▶ TASK TO COMPLETE
If a line in the entries includes "lineWidth", show that line.

▶ DATA IN THIS EXERCISE
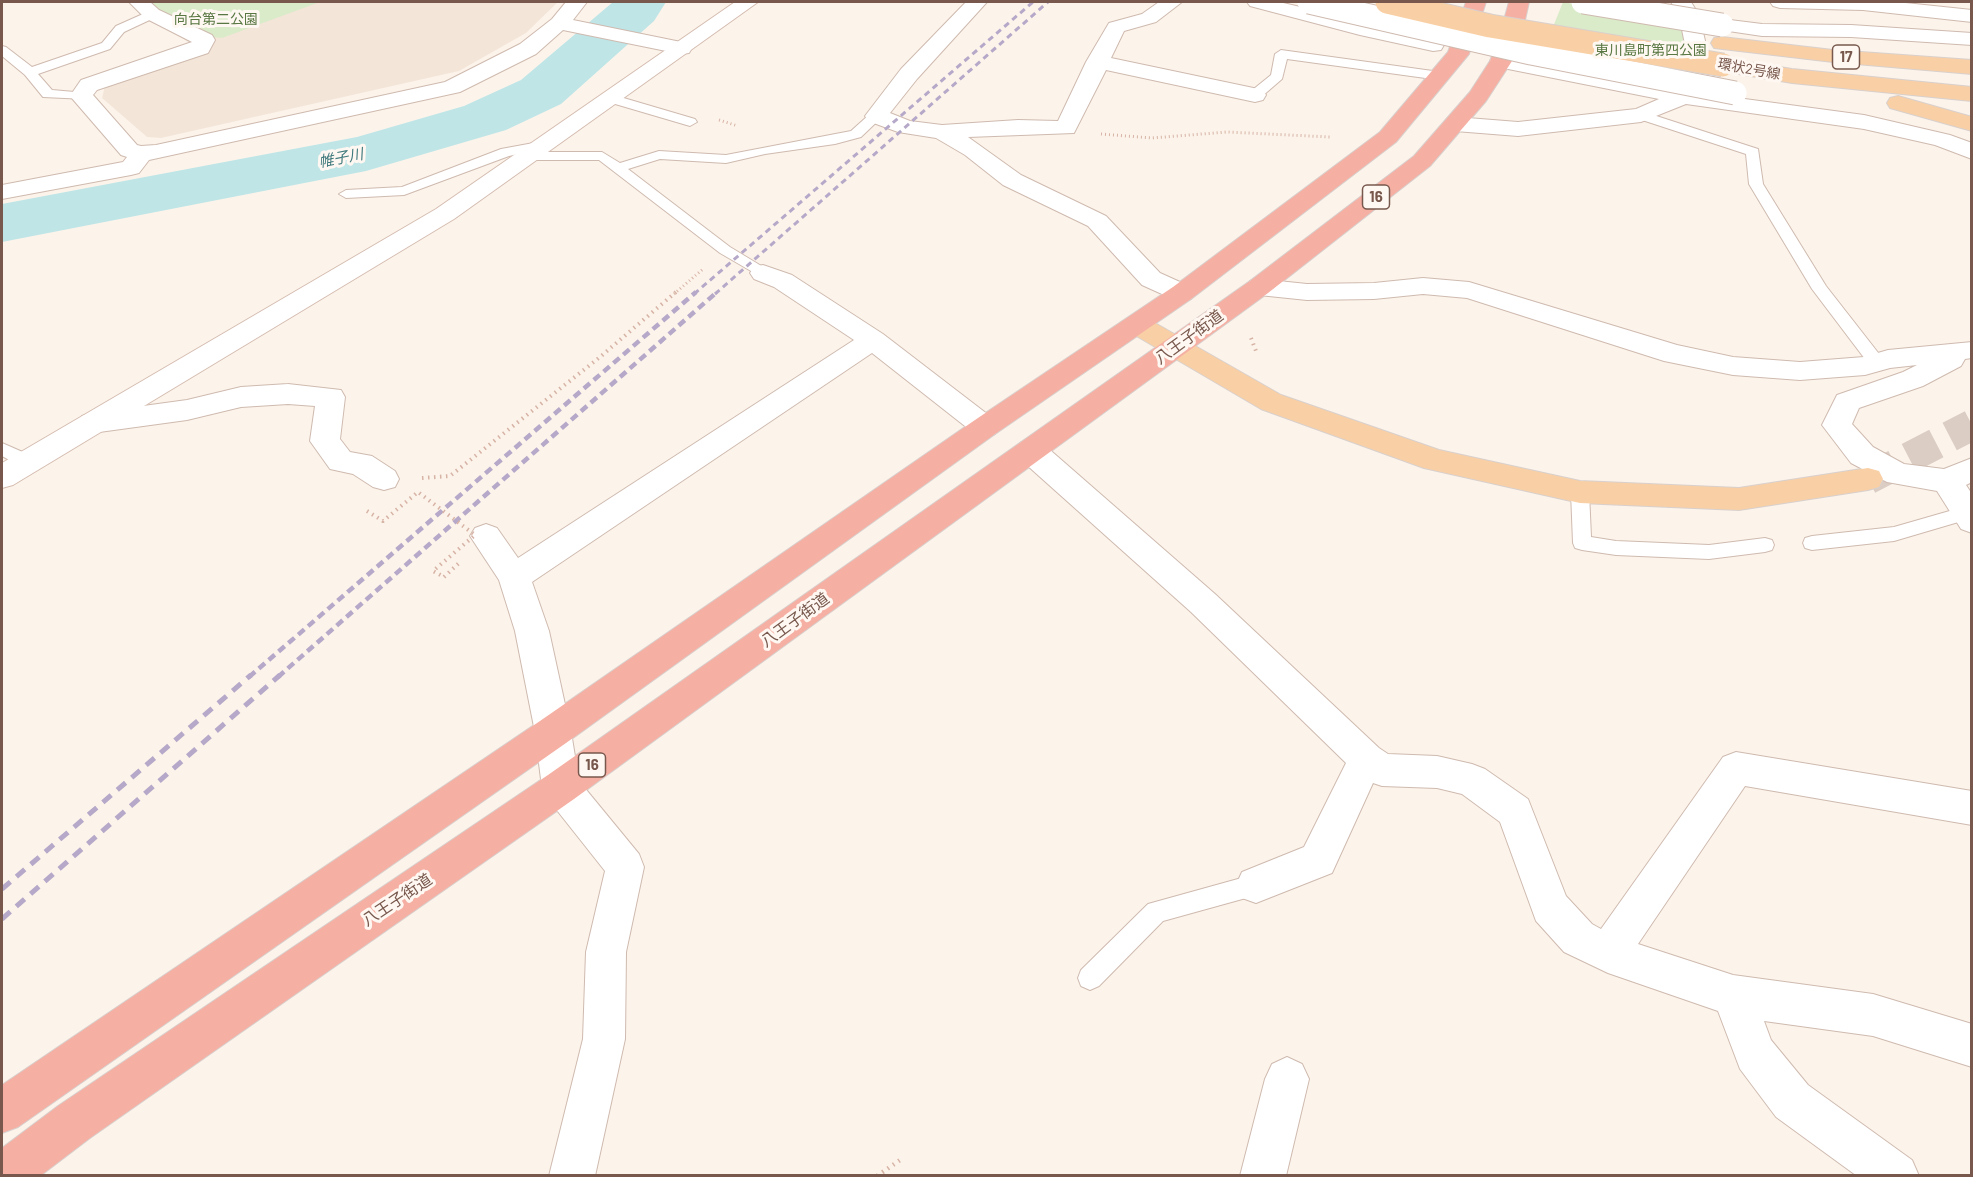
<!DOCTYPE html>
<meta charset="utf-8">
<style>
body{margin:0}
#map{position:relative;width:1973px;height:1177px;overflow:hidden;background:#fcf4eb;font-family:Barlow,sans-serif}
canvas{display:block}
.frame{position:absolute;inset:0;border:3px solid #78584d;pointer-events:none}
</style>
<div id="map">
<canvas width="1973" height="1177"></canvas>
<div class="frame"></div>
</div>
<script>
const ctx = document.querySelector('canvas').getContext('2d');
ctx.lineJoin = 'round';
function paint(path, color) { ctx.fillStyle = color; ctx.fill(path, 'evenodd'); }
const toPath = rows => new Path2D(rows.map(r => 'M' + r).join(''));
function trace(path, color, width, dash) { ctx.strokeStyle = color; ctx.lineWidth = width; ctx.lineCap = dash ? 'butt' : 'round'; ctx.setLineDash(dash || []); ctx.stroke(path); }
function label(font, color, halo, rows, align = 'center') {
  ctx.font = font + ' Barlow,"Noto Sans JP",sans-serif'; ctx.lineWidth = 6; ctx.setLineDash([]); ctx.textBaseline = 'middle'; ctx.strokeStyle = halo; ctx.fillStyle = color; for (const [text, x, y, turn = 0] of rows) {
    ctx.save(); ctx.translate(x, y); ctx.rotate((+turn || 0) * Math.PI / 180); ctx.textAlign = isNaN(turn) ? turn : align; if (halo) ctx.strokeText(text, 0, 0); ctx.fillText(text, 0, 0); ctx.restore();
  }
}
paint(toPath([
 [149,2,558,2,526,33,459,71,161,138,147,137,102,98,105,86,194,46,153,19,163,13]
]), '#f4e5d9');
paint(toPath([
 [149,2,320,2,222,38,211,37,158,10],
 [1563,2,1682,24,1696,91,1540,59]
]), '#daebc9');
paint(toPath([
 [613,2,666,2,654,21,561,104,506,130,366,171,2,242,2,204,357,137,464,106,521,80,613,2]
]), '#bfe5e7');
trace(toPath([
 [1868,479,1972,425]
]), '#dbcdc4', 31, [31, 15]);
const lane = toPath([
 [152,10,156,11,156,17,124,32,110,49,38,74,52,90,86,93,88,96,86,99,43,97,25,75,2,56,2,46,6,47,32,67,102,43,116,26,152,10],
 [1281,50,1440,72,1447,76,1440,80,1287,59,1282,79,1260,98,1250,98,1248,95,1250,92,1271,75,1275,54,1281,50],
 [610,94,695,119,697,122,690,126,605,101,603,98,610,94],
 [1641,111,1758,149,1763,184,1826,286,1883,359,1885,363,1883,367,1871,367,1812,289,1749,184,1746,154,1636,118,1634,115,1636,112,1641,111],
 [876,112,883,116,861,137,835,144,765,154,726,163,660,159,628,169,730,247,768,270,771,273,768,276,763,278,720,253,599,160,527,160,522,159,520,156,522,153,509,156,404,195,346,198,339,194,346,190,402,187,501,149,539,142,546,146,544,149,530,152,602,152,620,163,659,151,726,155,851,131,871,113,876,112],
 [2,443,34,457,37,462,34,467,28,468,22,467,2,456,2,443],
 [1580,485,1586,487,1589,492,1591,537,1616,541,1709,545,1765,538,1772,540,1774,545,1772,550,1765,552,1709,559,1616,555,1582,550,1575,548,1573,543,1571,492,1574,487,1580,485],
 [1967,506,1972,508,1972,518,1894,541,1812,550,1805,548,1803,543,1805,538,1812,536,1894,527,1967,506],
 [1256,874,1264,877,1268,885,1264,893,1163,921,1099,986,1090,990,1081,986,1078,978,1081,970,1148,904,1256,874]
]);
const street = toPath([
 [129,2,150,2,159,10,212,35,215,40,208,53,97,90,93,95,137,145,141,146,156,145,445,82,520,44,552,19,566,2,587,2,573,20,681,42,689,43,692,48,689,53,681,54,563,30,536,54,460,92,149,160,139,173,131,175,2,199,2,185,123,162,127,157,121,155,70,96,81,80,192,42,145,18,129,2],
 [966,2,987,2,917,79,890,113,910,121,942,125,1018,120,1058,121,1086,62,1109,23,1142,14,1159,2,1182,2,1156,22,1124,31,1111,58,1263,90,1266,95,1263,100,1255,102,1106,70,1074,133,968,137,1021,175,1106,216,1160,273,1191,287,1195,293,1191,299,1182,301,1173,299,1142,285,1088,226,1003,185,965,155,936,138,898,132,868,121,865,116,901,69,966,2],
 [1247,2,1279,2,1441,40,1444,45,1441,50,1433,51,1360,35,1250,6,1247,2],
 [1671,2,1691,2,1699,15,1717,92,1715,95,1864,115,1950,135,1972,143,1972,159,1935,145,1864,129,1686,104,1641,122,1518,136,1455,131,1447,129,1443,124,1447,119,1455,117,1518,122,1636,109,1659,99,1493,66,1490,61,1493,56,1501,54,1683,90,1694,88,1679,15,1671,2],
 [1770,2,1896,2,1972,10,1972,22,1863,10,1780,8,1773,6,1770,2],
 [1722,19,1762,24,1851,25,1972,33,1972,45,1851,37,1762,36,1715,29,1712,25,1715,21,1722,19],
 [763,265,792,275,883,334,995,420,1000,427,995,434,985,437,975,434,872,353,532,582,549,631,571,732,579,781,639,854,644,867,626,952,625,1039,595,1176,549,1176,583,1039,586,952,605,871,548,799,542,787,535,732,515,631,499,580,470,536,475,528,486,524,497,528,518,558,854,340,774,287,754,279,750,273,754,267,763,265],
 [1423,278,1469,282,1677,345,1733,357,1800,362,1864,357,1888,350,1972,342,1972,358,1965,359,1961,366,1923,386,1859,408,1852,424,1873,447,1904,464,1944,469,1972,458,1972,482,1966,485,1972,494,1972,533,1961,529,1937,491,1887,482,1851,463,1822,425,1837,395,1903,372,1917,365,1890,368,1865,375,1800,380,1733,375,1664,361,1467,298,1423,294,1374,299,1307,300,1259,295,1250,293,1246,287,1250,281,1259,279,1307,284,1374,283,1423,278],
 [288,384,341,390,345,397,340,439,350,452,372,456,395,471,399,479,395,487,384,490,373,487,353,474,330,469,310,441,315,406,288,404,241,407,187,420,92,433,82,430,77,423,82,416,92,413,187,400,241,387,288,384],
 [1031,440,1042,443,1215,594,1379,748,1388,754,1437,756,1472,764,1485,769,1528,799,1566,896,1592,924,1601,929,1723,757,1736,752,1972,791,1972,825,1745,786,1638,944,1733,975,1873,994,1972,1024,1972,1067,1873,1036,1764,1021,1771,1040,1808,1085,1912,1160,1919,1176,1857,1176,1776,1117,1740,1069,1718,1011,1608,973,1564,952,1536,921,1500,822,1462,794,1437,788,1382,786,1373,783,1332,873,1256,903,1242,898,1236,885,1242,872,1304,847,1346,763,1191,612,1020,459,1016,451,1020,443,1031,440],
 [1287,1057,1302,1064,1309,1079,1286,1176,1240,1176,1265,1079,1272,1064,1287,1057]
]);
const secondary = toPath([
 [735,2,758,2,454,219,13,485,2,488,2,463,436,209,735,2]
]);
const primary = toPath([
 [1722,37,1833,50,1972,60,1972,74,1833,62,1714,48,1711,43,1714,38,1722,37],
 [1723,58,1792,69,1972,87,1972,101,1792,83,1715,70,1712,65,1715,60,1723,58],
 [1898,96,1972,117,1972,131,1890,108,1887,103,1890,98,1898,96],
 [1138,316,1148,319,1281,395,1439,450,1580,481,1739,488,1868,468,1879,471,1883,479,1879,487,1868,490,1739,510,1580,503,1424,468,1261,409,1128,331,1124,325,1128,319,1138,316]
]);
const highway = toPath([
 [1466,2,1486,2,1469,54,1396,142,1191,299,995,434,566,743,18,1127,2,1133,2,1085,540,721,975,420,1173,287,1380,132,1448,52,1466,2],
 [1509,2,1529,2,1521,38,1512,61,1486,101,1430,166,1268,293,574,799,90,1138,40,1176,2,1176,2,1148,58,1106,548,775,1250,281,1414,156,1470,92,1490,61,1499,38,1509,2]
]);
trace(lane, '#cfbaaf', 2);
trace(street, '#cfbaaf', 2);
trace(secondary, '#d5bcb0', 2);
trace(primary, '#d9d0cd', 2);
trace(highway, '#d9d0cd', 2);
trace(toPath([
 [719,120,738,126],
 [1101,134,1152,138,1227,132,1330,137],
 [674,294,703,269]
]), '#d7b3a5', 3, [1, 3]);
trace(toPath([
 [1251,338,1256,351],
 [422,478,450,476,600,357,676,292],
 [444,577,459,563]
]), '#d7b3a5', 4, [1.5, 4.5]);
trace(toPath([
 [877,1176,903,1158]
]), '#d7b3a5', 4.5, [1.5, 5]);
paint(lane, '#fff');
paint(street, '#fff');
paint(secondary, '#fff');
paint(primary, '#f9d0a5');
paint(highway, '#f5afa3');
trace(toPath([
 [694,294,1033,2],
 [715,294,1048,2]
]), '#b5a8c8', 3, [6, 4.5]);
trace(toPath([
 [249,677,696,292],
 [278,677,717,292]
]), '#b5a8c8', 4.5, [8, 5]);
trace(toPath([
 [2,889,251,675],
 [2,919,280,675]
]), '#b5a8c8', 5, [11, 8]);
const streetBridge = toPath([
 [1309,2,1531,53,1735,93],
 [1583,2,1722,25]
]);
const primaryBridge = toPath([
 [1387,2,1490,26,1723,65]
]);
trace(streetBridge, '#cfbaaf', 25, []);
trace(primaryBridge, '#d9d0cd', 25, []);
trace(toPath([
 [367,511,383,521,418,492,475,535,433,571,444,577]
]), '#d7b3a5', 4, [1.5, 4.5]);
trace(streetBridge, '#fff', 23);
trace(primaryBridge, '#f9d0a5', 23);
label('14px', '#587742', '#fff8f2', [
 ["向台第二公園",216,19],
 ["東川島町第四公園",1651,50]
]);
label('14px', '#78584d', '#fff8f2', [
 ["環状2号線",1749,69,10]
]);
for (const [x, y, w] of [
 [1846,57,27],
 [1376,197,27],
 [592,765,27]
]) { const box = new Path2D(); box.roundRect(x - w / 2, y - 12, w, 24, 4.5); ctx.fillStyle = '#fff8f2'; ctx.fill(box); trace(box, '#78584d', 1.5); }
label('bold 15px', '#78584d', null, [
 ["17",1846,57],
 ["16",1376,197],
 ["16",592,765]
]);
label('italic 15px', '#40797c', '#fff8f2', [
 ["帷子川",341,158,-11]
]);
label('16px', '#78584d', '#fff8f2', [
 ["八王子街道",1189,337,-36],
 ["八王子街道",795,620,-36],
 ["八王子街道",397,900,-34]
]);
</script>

▶ RESPONSE AREA
function trace(path, color, width, dash) { ctx.strokeStyle = color; ctx.lineWidth = width; ctx.lineCap = dash ? 'butt' : 'round'; ctx.setLineDash(dash || []); ctx.stroke(path); }
  ctx.font = font + ' Barlow,"Noto Sans JP",sans-serif'; ctx.lineWidth = 6; ctx.setLineDash([]); ctx.textBaseline = 'middle'; ctx.strokeStyle = halo; ctx.fillStyle = color; for (const [text, x, y, turn = 0] of rows) {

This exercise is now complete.